▶ **TASK STATEMENT**:
All that is needed is each line of the entries holding the word "nowrap", copied as it stands.

▶ **INFORMATION SUPPLIED**:
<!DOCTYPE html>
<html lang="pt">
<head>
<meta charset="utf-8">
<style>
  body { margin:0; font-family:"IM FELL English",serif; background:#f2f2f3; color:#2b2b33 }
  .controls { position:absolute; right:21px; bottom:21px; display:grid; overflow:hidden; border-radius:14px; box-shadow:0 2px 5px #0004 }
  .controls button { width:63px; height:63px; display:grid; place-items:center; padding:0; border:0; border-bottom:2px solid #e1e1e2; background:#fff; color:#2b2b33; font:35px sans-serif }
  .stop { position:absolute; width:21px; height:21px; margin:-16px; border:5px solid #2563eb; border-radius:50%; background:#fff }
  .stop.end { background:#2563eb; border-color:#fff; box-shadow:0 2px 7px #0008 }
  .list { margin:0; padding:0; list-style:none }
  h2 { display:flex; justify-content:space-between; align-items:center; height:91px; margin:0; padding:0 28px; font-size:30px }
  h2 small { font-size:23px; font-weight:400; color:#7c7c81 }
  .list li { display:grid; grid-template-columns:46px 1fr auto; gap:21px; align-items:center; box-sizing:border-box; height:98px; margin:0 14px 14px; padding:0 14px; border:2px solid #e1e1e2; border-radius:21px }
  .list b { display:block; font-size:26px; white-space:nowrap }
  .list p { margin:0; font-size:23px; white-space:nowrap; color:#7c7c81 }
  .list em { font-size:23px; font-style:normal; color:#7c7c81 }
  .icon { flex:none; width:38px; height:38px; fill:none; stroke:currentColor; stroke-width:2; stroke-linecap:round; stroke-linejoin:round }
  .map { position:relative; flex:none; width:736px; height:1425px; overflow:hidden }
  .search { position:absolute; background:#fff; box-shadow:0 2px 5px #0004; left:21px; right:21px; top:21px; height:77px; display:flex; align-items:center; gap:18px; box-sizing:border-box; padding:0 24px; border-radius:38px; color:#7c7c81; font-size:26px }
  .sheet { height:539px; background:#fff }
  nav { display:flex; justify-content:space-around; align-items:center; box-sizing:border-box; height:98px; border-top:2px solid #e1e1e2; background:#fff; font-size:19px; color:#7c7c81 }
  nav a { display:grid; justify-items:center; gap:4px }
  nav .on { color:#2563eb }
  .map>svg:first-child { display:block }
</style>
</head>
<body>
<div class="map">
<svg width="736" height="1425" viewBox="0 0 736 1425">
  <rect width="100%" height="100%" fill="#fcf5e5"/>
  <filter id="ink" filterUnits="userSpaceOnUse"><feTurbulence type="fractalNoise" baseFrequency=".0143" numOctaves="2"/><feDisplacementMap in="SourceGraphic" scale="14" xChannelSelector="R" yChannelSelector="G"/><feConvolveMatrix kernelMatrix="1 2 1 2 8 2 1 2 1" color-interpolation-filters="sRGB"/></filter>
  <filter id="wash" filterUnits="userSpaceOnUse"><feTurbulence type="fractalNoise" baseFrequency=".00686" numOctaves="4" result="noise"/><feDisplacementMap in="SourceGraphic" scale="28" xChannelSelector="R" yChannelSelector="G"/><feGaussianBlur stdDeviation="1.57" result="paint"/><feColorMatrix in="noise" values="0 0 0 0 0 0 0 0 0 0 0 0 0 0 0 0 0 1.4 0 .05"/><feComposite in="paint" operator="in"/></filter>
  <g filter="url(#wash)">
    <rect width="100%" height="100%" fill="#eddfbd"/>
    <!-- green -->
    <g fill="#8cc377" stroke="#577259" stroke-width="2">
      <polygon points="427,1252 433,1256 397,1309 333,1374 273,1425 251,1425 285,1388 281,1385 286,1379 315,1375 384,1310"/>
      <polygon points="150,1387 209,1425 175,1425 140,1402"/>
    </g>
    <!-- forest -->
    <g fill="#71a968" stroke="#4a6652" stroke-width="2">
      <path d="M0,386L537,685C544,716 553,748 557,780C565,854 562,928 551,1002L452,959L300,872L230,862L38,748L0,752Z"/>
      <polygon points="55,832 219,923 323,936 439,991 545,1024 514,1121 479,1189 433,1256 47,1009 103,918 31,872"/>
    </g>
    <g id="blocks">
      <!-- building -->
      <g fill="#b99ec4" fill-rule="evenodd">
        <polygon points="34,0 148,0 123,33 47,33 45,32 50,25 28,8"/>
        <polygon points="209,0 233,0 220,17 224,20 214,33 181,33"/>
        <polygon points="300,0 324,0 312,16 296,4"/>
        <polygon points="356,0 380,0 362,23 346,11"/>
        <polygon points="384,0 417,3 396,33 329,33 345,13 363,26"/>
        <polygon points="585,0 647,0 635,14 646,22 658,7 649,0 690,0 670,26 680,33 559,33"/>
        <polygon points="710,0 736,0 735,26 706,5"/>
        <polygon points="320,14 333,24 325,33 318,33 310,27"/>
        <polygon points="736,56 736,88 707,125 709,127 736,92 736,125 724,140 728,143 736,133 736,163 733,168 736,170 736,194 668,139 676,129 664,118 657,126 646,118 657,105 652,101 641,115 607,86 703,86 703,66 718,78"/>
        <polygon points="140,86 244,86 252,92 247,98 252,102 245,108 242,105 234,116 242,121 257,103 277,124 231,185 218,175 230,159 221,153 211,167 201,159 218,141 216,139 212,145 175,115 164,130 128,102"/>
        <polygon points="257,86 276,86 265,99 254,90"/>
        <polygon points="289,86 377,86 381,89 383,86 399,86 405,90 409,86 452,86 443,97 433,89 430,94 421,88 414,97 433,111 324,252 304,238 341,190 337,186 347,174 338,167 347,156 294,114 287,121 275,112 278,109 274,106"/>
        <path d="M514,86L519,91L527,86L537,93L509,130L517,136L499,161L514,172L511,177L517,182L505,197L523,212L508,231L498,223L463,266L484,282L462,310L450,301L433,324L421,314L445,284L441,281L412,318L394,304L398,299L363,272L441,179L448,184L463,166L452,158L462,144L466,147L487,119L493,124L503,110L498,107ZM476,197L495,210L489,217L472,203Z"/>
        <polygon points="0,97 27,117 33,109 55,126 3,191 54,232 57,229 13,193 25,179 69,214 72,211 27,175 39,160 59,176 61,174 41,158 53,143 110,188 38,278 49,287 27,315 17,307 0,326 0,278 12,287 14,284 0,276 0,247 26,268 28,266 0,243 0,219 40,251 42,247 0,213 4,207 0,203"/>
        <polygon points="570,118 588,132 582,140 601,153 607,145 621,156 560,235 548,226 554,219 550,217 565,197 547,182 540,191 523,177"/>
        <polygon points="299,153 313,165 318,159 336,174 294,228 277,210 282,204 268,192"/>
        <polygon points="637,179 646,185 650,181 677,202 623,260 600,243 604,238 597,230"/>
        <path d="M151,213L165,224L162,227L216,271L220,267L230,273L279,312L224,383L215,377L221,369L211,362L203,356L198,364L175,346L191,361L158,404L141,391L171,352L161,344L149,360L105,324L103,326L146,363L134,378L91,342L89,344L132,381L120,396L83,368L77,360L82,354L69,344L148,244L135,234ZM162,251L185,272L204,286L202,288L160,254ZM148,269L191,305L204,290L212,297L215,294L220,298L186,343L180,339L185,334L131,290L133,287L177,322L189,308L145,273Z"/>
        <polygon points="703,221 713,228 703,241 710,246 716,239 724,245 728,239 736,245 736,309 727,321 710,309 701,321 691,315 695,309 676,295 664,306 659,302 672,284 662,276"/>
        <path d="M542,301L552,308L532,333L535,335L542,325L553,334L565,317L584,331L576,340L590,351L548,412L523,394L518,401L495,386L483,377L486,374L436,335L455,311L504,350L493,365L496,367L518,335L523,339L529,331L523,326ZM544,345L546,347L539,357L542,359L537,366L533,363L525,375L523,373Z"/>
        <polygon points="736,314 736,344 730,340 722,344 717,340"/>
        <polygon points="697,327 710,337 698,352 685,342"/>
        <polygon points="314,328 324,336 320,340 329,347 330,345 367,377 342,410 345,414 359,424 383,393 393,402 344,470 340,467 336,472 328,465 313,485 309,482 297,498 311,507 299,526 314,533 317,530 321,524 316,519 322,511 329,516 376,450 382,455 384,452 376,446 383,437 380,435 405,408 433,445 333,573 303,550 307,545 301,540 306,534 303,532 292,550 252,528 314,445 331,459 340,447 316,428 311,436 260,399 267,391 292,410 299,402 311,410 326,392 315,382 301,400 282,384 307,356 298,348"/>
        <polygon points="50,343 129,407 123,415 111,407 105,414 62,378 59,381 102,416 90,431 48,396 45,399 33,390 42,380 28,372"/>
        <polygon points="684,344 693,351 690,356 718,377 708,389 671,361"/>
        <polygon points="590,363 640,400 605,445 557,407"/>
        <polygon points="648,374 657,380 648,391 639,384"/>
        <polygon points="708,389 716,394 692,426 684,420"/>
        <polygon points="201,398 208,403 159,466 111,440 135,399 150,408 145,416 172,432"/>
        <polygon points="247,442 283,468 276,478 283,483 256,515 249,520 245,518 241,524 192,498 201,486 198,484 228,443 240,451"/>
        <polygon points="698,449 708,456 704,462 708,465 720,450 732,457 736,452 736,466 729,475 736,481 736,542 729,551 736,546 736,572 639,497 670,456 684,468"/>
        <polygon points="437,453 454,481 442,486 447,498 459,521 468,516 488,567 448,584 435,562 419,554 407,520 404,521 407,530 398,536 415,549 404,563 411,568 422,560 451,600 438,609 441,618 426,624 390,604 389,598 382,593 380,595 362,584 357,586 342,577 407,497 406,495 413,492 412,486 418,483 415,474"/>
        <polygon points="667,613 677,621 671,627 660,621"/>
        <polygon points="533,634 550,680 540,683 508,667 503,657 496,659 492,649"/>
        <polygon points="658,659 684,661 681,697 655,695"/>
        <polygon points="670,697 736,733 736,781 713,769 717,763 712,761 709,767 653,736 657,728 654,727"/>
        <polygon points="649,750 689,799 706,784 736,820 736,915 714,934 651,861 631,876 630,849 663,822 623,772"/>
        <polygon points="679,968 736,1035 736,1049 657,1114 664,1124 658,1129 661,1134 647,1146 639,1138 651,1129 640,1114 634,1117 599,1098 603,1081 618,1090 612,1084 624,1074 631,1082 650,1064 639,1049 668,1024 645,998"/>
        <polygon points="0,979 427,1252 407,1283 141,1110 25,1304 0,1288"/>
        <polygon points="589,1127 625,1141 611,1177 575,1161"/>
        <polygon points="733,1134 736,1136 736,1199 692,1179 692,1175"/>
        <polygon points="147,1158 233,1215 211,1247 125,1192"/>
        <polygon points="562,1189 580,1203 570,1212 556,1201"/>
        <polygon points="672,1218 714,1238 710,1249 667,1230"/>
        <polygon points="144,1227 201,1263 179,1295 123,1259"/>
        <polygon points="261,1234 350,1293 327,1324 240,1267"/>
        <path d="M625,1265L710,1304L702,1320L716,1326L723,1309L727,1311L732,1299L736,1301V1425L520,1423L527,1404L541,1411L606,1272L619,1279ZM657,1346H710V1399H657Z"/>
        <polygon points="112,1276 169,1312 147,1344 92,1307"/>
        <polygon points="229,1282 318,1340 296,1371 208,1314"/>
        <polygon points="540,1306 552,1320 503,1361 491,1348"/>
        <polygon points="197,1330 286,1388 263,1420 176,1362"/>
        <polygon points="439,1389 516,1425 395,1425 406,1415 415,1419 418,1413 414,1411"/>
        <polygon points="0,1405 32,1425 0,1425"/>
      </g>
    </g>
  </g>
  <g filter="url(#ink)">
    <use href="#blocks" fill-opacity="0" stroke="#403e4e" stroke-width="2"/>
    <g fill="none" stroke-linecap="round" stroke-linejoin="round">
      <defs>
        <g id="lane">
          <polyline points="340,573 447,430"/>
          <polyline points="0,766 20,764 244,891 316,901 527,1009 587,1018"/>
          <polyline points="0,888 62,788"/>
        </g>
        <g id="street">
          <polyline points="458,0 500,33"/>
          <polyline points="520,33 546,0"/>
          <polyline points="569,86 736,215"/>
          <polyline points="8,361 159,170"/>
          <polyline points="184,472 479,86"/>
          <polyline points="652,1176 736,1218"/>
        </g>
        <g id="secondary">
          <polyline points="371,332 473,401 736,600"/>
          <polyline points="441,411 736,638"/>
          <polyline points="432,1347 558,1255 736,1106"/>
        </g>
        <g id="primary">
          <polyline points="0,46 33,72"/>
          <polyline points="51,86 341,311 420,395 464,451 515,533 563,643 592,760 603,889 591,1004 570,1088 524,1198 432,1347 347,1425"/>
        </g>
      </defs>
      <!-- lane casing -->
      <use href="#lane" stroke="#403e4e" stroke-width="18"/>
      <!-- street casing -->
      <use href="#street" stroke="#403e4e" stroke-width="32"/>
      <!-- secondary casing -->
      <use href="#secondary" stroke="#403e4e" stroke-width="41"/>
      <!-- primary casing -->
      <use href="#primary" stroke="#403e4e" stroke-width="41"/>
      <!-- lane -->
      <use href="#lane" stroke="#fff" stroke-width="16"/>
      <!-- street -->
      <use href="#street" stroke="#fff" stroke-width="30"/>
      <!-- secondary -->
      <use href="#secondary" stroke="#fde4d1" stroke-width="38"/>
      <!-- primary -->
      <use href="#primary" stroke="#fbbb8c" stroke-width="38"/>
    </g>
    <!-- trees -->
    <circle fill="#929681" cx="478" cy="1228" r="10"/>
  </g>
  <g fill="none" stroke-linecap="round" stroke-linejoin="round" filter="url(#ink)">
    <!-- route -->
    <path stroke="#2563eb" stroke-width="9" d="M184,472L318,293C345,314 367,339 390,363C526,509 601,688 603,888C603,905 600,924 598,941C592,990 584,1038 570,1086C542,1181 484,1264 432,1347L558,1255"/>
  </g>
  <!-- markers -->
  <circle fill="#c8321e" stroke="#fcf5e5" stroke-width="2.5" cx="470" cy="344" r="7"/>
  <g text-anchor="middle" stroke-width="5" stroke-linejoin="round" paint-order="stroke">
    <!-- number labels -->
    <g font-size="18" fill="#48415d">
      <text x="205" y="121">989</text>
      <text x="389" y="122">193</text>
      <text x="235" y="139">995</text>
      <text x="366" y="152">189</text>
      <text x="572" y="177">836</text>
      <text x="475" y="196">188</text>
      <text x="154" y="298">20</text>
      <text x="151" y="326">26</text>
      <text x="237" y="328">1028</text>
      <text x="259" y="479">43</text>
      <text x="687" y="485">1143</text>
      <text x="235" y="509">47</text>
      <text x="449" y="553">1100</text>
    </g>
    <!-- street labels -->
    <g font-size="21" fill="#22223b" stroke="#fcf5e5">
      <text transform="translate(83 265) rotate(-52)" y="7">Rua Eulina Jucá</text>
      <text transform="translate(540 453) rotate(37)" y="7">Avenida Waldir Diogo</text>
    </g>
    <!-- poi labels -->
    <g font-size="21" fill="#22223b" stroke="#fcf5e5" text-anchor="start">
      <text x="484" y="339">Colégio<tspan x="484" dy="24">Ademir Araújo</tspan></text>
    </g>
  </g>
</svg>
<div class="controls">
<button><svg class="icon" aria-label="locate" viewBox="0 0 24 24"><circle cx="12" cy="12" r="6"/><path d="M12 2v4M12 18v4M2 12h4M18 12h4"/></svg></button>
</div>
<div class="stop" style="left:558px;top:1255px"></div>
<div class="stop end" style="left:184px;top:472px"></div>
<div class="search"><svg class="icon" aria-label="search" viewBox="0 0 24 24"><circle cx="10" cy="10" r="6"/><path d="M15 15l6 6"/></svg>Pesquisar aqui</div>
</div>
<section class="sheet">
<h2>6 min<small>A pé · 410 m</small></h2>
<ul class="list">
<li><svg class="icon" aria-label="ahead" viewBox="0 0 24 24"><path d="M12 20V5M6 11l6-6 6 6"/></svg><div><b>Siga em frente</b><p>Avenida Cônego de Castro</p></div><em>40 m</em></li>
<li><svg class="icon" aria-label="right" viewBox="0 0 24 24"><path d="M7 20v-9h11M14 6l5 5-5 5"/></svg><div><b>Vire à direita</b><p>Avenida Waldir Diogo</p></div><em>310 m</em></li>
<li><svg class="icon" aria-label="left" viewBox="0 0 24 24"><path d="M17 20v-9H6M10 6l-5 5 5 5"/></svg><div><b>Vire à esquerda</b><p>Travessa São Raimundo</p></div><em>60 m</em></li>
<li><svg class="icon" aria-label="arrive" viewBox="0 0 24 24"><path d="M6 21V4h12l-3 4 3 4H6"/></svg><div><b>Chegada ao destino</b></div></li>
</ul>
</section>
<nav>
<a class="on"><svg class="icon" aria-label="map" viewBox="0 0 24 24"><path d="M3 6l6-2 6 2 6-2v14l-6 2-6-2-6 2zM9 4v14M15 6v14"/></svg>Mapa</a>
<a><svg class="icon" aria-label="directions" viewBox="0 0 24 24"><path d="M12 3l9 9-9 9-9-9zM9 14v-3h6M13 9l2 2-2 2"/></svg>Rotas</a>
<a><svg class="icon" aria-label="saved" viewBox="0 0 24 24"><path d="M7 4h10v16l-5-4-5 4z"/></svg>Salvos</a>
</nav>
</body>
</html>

▶ **RESPONSE**:
  .list b { display:block; font-size:26px; white-space:nowrap }
  .list p { margin:0; font-size:23px; white-space:nowrap; color:#7c7c81 }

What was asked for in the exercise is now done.